Consumer goods giant Procter & Gamble has stated it plans to dissolve on-ground operations in Nigeria and turn its country into an import market.
The Chief Financial Officer of the group Andre Schulten stated this during his presentation at the Morgan Stanley Global Consumer & Retail Conference.
The company explained that it is difficult to do business in Nigeria as a dollar-denominated organisation and the macroeconomic reality in Nigeria is responsible for its latest strategic decision.
What the company said
- Mr Schulten stated, “The other reality that arises in some of these markets is that it gets increasingly difficult to operate and create U.S dollar value. So when you think about places like Nigeria and Argentina, it is difficult for us to operate because of the macroeconomic environment.”
- “So with that in mind, we are announcing a restructuring program with the intent to adjust operating model and adjust the portfolio to ensure that we maintain the portfolio discipline that has brought us to this point. The restructuring program will largely focus on Nigeria and Argentina. We’ve announced that we will turn Nigeria into an import-only market, effectively dissolving our footprint on the ground in Nigeria and reverting to an import-only model”
It further explained that the decision will help the company focus on markets that have the highest potential.
Reacting to questions bothering on the effect of the company’s planned restructuring in Nigeria and Argentina on its overall group’s portfolio, the CFO explained that Nigeria is a $50 million net sales business.
Compared to its overall portfolio worth $85 billion, the company does not anticipate any material impact on the group’s balance sheet from a sales or profitability standpoint.
Backstory
The current macroeconomic conditions in Nigeria have negatively affected foreign USD-denominated companies in Nigeria. In August, drug maker GSK announced it’s ceasing operations in Nigeria and appointing a third party to take over distributions.
These companies have often cited difficulty in sending back U.S. dollars outside Nigeria. The Central Bank has acknowledged it has a forex backlog to the tune of around $7 billion
President Tinubu has instituted reforms aimed at attracting foreign investment into Nigeria, but it seems in the short term it has only brought more hardship.
Forget all the reforms, if basic things (electricity, good roads, security, development of local manpower and content and the likes) cannot work, all the reforms will be nothing but a mirage.

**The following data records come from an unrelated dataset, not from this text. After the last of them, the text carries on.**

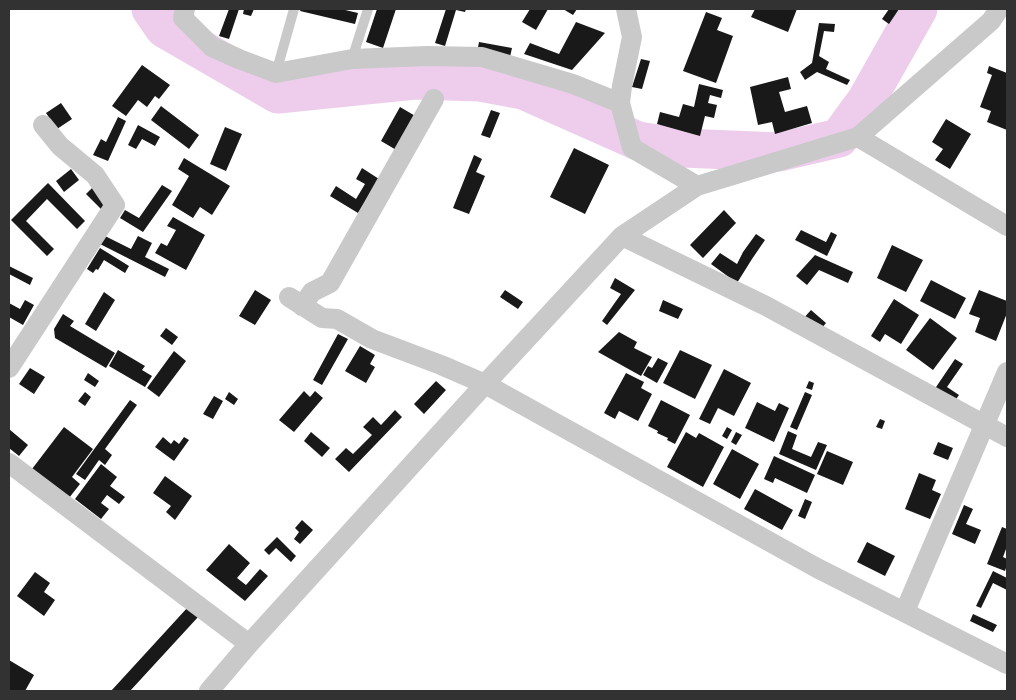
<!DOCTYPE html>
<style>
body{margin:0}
#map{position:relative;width:1016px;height:700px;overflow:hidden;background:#fff;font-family:"Source Sans 3",sans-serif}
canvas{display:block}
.frame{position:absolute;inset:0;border:10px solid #323232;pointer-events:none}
</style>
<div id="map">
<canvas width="1016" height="700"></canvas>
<div class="frame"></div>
</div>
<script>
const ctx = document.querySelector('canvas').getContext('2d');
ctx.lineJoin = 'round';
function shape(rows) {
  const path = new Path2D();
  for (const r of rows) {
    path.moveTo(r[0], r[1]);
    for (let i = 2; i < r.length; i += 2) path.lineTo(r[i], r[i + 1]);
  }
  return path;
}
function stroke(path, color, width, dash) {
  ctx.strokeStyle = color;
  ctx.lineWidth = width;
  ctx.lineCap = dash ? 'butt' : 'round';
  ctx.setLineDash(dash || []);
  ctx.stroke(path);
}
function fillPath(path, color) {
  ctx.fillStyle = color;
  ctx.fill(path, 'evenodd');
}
const river = shape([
 [151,9,164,28,278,94,415,80,480,82,523,90,638,141,682,148,779,152,839,138,866,101,918,9]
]);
const building = shape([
 [229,9,239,9,229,39,219,36],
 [244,9,254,9,251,16,243,14],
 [301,9,341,9,358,13,355,24,300,11],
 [377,9,396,9,383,48,366,42],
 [446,9,466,9,465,12,456,10,445,46,435,43],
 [530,9,548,9,536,30,522,22],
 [563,9,577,9,573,15],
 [755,9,797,9,788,32,751,17],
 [889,9,899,9,889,24,882,19],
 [706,12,722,18,717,30,733,36,716,83,683,71],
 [576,22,605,33,572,70,524,54,530,43,559,54],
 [819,23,835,24,834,32,824,31,819,56,829,62,826,69,850,80,847,85,817,72,805,80,800,72,812,63],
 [479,42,512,48,510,57,477,52],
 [641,59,650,61,642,89,632,87],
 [142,65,170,85,159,99,155,96,147,107,138,100,126,116,112,106],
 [989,66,1007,73,1007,130,987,122,991,111,980,107,992,75,987,73],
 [788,77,791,89,779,92,785,112,807,106,812,123,775,134,772,122,758,125,750,87],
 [699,84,723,90,721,98,710,95,708,103,717,105,714,118,705,116,700,136,657,124,660,112,679,117,683,104,694,107],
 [61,103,72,119,57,129,46,113],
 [161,106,199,135,189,149,151,120],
 [400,107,417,117,398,151,381,141],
 [491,110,500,113,490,138,481,135],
 [118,117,126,121,108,161,93,155,101,139,106,142],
 [946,119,971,134,950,169,935,160,943,149,932,142],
 [138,125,160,137,155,146,142,139,136,149,128,145],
 [225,127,242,134,226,171,210,164],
 [574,148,609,165,585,214,550,197],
 [474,155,482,159,476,172,485,176,469,214,453,208],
 [184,158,230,186,212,215,200,207,193,218,172,205,189,176,178,169],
 [362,168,379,179,358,213,330,196,336,186,356,199,365,184,356,179],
 [71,169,79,180,64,192,56,181],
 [48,183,85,221,77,229,47,199,26,221,54,249,47,256,11,220],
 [162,185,172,191,143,232,120,218,125,210,139,218],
 [93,187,109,204,102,210,86,194],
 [724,210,736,223,703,258,690,245],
 [173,217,205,235,186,270,155,253,161,243,167,246,176,230,167,226],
 [801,230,826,242,831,232,837,235,827,256,795,240],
 [756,234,765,240,752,259,737,283,711,264,720,253,737,264,743,252],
 [105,236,131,249,138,236,152,243,145,257,169,269,165,277,100,244],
 [892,245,923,260,906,292,877,278],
 [100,248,129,266,125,273,104,260,98,270,96,269,93,273,87,269],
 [815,255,853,272,848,283,819,270,807,285,796,276],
 [9,266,33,278,30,285,9,274],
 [615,278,635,290,607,325,602,321,621,294,610,288],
 [931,280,966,298,955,319,920,301],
 [255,290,271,300,255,325,239,316],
 [505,290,523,302,518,309,500,297],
 [979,290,1007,301,1007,313,996,341,975,332,980,318,969,314],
 [104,292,115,300,96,331,85,324],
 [894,299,919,315,901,344,885,334,880,342,871,336],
 [25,300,34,305,23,325,9,317,9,303,20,309],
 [663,300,683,309,678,319,659,311],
 [811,310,826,323,818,333,802,320],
 [63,314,74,321,70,326,115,353,106,368,55,338,54,329],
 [930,318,957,338,933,370,906,350],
 [166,328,178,337,172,345,160,336],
 [619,332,637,342,634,348,652,357,641,376,598,352],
 [338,334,348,339,322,385,313,380],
 [360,346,375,355,370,364,375,367,366,383,345,371],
 [118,350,145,366,142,370,152,376,145,387,109,366],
 [680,350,712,365,695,399,663,383],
 [174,351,186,361,159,397,147,388],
 [658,358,668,363,657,383,643,375,648,366,652,368],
 [955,359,963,364,947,387,959,395,951,406,932,393],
 [30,368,45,377,34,394,19,384],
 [724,369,751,383,734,416,718,408,710,424,699,419],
 [88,373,99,381,95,387,84,380],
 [626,373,644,382,641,388,652,394,638,421,619,411,615,419,604,413],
 [436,381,446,390,424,414,414,404],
 [809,381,814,383,812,390,806,388],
 [304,391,310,397,315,391,323,398,294,432,279,420],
 [85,392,91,397,85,406,78,401],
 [229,392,238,399,234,405,225,399],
 [805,392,812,395,797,430,790,427],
 [214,396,223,401,213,419,203,414],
 [130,400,137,405,105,449,112,455,105,465,99,460,85,480,76,474],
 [661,400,690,415,675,444,667,440,668,438,657,433,658,431,648,426],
 [757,402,775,411,779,403,789,408,774,442,745,428],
 [395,410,402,417,349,472,335,459,346,448,353,454,372,435,363,427,373,417,381,425],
 [880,419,885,421,882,429,876,427],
 [64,427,93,449,72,477,80,484,69,498,32,469],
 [727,427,732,430,727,439,722,436],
 [9,429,28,445,19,456,9,448],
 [788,431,797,435,792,449,811,457,818,442,827,445,816,470,779,454],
 [311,432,330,448,322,457,304,441],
 [686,432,696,438,699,433,724,447,703,487,667,467],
 [736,432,742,435,736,445,731,442],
 [163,437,171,444,174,440,179,444,184,437,189,440,174,461,155,447],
 [938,442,953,448,948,460,933,454],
 [732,449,759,464,740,499,713,484],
 [827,451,853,462,843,485,817,474],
 [774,456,815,475,807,493,775,478,773,483,764,479],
 [101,464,117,477,110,486,125,497,119,504,107,495,101,503,109,509,101,519,75,499],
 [919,473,936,480,932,490,941,494,930,519,905,509],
 [165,476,192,496,175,520,166,512,171,506,153,493],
 [755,489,793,510,782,530,744,509],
 [805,499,812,502,805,519,798,516],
 [964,505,973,509,966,524,981,530,975,544,952,534],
 [302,520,313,530,300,544,294,539,299,532,295,528],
 [1002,527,1007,529,1007,549,1006,549,1003,557,1007,559,1007,565,1005,571,987,564],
 [277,537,296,556,291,562,276,548,269,555,264,550],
 [867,542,895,556,885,576,857,562],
 [229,544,250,563,237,578,246,585,260,569,268,576,245,601,206,570],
 [993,571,1007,578,1007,590,993,583,981,608,976,606],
 [35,572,50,583,44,592,55,600,44,616,17,596],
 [188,607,199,616,130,691,111,691],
 [973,614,997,625,993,632,970,621],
 [9,660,34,675,25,691,9,691]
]);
const lane = shape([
 [352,59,368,9],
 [276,73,294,9]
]);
const street = shape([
 [185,9,183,18,212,47,239,59,276,73,352,59,427,56,482,57,573,84,620,103],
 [626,9,632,37,622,86,620,103,632,148,697,186],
 [858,137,1007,226],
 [622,236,766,306,1007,437],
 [289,297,322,318,337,319,372,339,441,365,485,384,817,568,1007,664],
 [302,306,312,292,330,283,434,99],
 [9,368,115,205,95,175,60,146,43,125],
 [9,463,249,644],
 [905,611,1007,372],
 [209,691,249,644,485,384,622,236,697,186,858,137,991,21,999,9]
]);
stroke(river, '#edcdeb', 39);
fillPath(building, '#191919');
stroke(lane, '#c9c9c9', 10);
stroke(street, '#c9c9c9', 20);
</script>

Which is what they are and the present and his men know it.
Another legacy business shutting down, signaling job losses, investment losing value, capacity becoming redundant and real estate demarketing. Which way Nigeria?

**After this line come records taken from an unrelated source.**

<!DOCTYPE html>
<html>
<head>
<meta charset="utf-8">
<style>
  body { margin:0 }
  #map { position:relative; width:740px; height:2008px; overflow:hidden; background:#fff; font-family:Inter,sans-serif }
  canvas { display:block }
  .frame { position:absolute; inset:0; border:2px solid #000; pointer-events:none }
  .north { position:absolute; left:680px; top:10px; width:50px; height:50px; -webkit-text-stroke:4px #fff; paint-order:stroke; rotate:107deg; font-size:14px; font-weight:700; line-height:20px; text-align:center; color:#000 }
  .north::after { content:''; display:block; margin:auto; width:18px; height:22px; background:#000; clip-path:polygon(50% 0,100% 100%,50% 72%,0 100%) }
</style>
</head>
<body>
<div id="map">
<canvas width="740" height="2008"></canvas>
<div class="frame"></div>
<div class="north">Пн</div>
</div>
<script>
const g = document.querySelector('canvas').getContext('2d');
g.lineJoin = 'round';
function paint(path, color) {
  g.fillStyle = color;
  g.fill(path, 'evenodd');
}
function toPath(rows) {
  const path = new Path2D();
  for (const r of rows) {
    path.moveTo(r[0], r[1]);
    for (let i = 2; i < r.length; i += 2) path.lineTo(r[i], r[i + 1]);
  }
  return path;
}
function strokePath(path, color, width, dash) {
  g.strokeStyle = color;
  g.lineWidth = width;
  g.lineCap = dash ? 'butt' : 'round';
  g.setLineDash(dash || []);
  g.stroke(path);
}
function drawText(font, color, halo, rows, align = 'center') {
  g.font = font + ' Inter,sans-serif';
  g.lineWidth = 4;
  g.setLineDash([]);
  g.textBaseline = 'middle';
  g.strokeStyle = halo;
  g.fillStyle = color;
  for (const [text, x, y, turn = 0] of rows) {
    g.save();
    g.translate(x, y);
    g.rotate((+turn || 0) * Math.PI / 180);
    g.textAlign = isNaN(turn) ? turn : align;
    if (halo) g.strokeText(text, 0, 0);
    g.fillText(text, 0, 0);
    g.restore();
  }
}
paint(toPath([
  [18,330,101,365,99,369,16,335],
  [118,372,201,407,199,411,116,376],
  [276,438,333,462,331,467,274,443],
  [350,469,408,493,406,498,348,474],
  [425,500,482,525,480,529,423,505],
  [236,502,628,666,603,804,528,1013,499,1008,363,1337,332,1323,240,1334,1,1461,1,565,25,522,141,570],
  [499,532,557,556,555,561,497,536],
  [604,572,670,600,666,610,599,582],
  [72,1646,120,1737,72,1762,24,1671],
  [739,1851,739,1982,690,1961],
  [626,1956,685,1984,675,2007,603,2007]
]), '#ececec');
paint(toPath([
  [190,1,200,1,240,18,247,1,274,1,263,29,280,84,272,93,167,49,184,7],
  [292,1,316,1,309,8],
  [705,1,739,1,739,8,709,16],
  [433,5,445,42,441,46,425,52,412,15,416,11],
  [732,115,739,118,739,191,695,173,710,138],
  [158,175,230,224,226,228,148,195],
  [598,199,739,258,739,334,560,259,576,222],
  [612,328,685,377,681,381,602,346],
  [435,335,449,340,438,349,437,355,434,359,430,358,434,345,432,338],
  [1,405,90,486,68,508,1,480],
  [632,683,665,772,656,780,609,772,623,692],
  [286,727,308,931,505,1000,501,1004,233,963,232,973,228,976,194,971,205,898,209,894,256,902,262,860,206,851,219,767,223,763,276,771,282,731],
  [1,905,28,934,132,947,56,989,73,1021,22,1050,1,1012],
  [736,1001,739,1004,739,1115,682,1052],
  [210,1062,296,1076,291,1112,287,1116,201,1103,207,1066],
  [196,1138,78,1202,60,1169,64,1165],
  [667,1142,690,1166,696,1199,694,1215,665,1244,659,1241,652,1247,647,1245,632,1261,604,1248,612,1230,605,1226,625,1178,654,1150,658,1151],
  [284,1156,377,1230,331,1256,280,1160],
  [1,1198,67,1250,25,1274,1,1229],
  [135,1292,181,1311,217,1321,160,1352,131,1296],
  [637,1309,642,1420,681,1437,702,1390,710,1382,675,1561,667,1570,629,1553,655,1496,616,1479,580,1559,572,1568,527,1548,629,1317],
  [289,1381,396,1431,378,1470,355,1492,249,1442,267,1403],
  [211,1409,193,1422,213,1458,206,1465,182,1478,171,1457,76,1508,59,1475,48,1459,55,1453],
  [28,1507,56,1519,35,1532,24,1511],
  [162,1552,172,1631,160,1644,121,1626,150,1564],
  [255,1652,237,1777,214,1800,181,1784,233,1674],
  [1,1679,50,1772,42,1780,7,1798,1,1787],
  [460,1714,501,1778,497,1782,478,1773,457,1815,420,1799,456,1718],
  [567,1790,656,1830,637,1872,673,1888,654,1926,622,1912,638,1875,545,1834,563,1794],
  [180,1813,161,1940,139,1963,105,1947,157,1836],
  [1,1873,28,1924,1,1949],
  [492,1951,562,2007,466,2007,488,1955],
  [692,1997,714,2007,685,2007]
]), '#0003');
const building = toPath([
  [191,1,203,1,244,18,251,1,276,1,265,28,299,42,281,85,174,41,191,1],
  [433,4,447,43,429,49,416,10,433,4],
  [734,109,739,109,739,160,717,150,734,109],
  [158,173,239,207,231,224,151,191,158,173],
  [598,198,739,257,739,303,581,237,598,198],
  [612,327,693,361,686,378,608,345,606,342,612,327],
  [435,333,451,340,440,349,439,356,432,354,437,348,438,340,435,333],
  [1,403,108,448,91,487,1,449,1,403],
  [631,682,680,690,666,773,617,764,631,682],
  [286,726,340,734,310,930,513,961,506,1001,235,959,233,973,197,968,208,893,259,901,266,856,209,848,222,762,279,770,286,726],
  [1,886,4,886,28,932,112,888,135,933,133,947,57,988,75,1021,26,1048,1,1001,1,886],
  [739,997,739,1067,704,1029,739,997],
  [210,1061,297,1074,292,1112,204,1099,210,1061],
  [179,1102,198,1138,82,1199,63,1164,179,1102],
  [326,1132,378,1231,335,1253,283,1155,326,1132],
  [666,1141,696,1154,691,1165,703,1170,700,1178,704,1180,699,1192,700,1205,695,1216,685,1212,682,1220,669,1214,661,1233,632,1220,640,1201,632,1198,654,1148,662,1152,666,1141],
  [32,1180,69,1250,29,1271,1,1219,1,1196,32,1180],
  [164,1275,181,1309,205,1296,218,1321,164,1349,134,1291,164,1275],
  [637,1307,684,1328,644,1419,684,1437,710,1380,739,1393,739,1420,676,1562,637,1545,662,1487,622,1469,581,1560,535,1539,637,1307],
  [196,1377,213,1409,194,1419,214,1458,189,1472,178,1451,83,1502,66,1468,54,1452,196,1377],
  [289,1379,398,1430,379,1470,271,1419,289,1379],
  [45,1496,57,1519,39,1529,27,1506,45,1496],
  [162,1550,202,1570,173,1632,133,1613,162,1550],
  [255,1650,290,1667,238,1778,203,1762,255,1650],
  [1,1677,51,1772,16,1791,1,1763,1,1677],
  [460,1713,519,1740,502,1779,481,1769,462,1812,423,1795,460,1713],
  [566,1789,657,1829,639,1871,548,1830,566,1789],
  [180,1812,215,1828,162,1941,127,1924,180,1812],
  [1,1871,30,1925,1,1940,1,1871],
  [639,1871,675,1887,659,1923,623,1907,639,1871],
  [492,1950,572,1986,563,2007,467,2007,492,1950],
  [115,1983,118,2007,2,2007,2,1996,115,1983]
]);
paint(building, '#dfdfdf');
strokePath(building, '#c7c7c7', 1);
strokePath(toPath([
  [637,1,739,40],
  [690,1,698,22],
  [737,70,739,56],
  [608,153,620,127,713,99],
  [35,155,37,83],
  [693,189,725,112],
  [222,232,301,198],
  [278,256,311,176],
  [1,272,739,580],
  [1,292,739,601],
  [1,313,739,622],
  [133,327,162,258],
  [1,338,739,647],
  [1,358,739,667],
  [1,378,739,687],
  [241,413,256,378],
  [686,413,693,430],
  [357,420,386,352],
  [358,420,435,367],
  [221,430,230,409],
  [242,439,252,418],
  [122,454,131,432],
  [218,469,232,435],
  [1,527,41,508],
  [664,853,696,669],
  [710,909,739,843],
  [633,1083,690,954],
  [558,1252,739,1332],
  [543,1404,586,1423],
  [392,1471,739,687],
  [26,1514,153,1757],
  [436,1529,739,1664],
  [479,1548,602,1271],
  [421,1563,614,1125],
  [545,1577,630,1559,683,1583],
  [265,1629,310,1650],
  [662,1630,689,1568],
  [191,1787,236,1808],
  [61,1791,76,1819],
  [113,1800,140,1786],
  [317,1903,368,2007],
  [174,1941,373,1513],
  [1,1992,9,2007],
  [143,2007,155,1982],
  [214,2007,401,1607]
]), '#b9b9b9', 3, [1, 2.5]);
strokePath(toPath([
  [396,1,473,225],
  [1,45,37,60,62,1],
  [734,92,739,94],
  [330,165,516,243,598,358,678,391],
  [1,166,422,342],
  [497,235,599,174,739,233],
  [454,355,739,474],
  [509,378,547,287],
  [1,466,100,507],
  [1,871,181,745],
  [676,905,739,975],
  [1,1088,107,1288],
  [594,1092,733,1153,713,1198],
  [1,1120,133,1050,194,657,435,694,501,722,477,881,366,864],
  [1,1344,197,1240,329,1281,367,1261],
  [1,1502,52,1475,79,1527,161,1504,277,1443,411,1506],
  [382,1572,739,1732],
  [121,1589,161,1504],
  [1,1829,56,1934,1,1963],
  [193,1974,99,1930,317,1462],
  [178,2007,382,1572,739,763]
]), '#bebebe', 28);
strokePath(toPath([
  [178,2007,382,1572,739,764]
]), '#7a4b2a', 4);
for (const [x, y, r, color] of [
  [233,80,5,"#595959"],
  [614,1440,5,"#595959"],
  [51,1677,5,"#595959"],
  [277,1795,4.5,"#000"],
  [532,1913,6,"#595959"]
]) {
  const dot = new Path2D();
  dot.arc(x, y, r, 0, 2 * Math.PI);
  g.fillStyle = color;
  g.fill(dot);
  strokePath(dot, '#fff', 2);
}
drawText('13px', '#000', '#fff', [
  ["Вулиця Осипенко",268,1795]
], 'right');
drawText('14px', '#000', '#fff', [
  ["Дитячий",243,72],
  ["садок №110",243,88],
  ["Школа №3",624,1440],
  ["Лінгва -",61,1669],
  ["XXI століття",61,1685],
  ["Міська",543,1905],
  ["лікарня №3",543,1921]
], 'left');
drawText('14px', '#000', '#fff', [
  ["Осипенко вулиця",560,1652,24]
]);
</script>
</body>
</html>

You forgot to add “signalling to potential investors to whom they are marketing, that Nigeria is not where to go.
The FG should put a human face to its present policies and reforms. What becomes of the many Nigerians working in this organisation with this kind of decision? Its riple effects will, no doubt, be devastating considering the hardship Nigerians are currently experiencing.
Funny that the president and his vice have been shuttling from one corner of the world to another seeking foreign direct investments whiereas some quality foreign investors who have been in the country for decades are exiting the country at an alarming rate. I don’t think this administration is ready to seriously solve the major problems encumbering manufacturers yet, perhaps they think they can bamboozle prospective investors with mere sweet but unrealistic promises or perhaps the administration is out of touch with the actual harsh business conditions on the ground. I completely agree with Mr Peter Obi when he suggested that there’s no need wasting public funds on fruitless investor hunting trips, and that the administration should rather put their house in order first, by aggressively fighting and removing those obstacles to ease of doing business and the investors would return in their numbers even without any invitations. There are lots of quality foreign investors seeking for where to put their money but that doesn’t mean they’re so desperate as to gamble with their funds in an uncertain and hazardous economy.

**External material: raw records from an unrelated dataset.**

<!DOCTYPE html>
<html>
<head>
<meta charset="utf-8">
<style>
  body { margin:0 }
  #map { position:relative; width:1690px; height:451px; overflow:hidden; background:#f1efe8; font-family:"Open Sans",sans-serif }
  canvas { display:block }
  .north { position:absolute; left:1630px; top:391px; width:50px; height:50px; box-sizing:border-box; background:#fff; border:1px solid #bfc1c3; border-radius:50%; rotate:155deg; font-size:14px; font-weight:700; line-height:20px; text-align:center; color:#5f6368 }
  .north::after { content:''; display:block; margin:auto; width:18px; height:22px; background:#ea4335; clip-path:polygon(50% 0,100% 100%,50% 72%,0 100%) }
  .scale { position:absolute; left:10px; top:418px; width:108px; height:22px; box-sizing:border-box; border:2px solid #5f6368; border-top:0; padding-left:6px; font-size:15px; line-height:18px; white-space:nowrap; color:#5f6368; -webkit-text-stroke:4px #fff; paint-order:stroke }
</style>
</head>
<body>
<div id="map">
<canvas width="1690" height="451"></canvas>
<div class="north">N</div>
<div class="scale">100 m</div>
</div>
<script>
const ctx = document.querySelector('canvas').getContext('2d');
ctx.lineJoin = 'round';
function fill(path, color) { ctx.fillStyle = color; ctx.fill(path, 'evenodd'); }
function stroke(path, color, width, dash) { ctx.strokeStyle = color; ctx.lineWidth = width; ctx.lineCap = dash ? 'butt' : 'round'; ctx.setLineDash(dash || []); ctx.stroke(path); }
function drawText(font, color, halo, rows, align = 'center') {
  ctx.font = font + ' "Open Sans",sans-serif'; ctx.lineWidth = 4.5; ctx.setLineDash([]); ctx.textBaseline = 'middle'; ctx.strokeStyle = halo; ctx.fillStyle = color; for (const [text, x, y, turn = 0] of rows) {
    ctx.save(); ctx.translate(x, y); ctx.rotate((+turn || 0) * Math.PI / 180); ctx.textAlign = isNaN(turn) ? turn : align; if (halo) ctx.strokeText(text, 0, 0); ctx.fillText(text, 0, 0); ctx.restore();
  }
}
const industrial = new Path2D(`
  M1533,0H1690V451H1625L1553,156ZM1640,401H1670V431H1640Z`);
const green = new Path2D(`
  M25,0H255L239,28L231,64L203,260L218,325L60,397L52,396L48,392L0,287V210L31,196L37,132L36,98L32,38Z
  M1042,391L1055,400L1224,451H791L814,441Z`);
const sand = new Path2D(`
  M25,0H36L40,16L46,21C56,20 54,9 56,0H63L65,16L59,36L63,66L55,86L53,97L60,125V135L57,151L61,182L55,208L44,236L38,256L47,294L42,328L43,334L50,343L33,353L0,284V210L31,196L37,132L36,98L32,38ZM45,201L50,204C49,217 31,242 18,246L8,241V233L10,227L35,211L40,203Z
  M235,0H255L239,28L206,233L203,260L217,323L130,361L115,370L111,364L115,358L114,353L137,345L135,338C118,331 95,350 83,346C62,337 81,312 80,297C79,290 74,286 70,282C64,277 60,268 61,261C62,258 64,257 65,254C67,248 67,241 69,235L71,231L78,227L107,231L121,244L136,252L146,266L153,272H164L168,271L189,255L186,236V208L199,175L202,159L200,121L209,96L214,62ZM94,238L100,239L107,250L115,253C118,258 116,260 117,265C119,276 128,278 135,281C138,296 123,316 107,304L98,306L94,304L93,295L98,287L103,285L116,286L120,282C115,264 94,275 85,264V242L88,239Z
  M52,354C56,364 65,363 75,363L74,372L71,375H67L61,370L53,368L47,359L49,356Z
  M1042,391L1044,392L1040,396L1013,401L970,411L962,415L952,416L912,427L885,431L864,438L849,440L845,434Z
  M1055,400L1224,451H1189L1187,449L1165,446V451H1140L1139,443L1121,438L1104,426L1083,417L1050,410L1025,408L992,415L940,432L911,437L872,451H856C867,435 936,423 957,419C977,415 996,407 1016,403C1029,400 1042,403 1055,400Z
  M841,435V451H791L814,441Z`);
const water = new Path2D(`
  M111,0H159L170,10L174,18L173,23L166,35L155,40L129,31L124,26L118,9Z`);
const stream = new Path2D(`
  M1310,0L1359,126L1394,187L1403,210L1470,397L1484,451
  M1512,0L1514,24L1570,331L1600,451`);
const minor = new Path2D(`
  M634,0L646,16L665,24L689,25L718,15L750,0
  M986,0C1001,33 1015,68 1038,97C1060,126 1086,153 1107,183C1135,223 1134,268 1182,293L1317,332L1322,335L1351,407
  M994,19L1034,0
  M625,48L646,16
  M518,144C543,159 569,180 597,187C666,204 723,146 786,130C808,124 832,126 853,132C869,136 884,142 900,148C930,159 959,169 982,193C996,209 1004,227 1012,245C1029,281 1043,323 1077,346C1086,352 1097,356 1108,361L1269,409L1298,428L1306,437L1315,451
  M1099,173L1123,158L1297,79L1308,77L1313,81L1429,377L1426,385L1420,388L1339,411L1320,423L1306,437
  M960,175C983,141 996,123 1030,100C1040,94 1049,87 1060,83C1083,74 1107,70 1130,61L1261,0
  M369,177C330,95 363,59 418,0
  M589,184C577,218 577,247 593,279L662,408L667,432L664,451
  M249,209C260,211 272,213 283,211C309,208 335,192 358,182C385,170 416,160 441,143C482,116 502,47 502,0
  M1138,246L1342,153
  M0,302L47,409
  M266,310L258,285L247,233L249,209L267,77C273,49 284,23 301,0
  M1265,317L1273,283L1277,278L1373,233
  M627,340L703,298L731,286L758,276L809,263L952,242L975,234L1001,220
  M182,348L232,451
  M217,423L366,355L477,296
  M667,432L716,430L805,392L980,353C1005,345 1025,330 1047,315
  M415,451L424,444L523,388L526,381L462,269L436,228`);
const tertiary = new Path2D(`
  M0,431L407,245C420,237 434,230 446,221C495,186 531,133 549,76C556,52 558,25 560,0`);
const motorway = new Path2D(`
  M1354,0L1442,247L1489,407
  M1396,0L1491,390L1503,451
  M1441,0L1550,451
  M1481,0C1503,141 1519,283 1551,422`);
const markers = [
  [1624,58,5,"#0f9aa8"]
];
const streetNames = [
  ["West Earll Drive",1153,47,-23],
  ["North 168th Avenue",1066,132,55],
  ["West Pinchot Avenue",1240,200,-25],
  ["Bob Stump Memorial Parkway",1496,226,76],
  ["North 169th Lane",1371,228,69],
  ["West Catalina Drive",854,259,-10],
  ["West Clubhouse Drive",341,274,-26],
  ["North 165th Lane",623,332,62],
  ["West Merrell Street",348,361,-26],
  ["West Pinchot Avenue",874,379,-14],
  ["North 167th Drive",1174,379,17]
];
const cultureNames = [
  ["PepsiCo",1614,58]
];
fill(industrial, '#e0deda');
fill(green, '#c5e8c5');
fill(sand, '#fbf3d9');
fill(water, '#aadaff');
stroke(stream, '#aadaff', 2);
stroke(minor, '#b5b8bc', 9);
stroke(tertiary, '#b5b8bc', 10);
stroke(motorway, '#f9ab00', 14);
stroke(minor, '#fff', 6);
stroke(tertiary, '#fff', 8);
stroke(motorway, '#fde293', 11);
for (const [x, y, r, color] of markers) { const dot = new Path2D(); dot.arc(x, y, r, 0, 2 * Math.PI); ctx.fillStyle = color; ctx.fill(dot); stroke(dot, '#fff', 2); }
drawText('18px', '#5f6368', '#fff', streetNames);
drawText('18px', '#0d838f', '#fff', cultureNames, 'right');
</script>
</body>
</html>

It the most simple minded thing to do to land blame of this on PBAT and his policies. That’s naive and ignorant. The fact is that the inability of Nigeria to enable companies remit their profit to their home countries started way befote and worsened under Buhari. With the hugh theft of oil and the resultant paucity of forex , Nigeria became more and more dollar starved and many companies were unable to source forex to remit their profit.
There is the need to reset, and if that means more international companies reverting to import only model and thus relieve pressure on Nigeria to service their forex needs , then so be it.
The fact is that these companies cannot afford to lose the Nigerian market and are finding other ways of retaining the market minus the headache of their profit being trapped in Nigeria.
PBAT is on the right track and only uninformed minds would imagine that decades of challenges would be resolved in a matter of months.
Congratulations.
@Otunba, the import-only model puts MORE (not less) pressure on sourcing forex. Hopefully, our Olabisi Ajala president doesn’t share your sentiment that long-established foreign investors voting with the feet and wallet by joining the “japa” stampede is not bad and thus “so be it”! SMH
Very very interesting!!
So what it means is that PBAT has taken us streigth into container economic model, for he was insulting PO.
This BAT of a man na copy and paste presidentoo. Worst still he copies the wrong things he criticised.
As they source for investors, existing are leaving. Yet, the govt is spending tremendously on their accommodation, cars offices etc. U go begging but behave like you are wealtht. It will be well.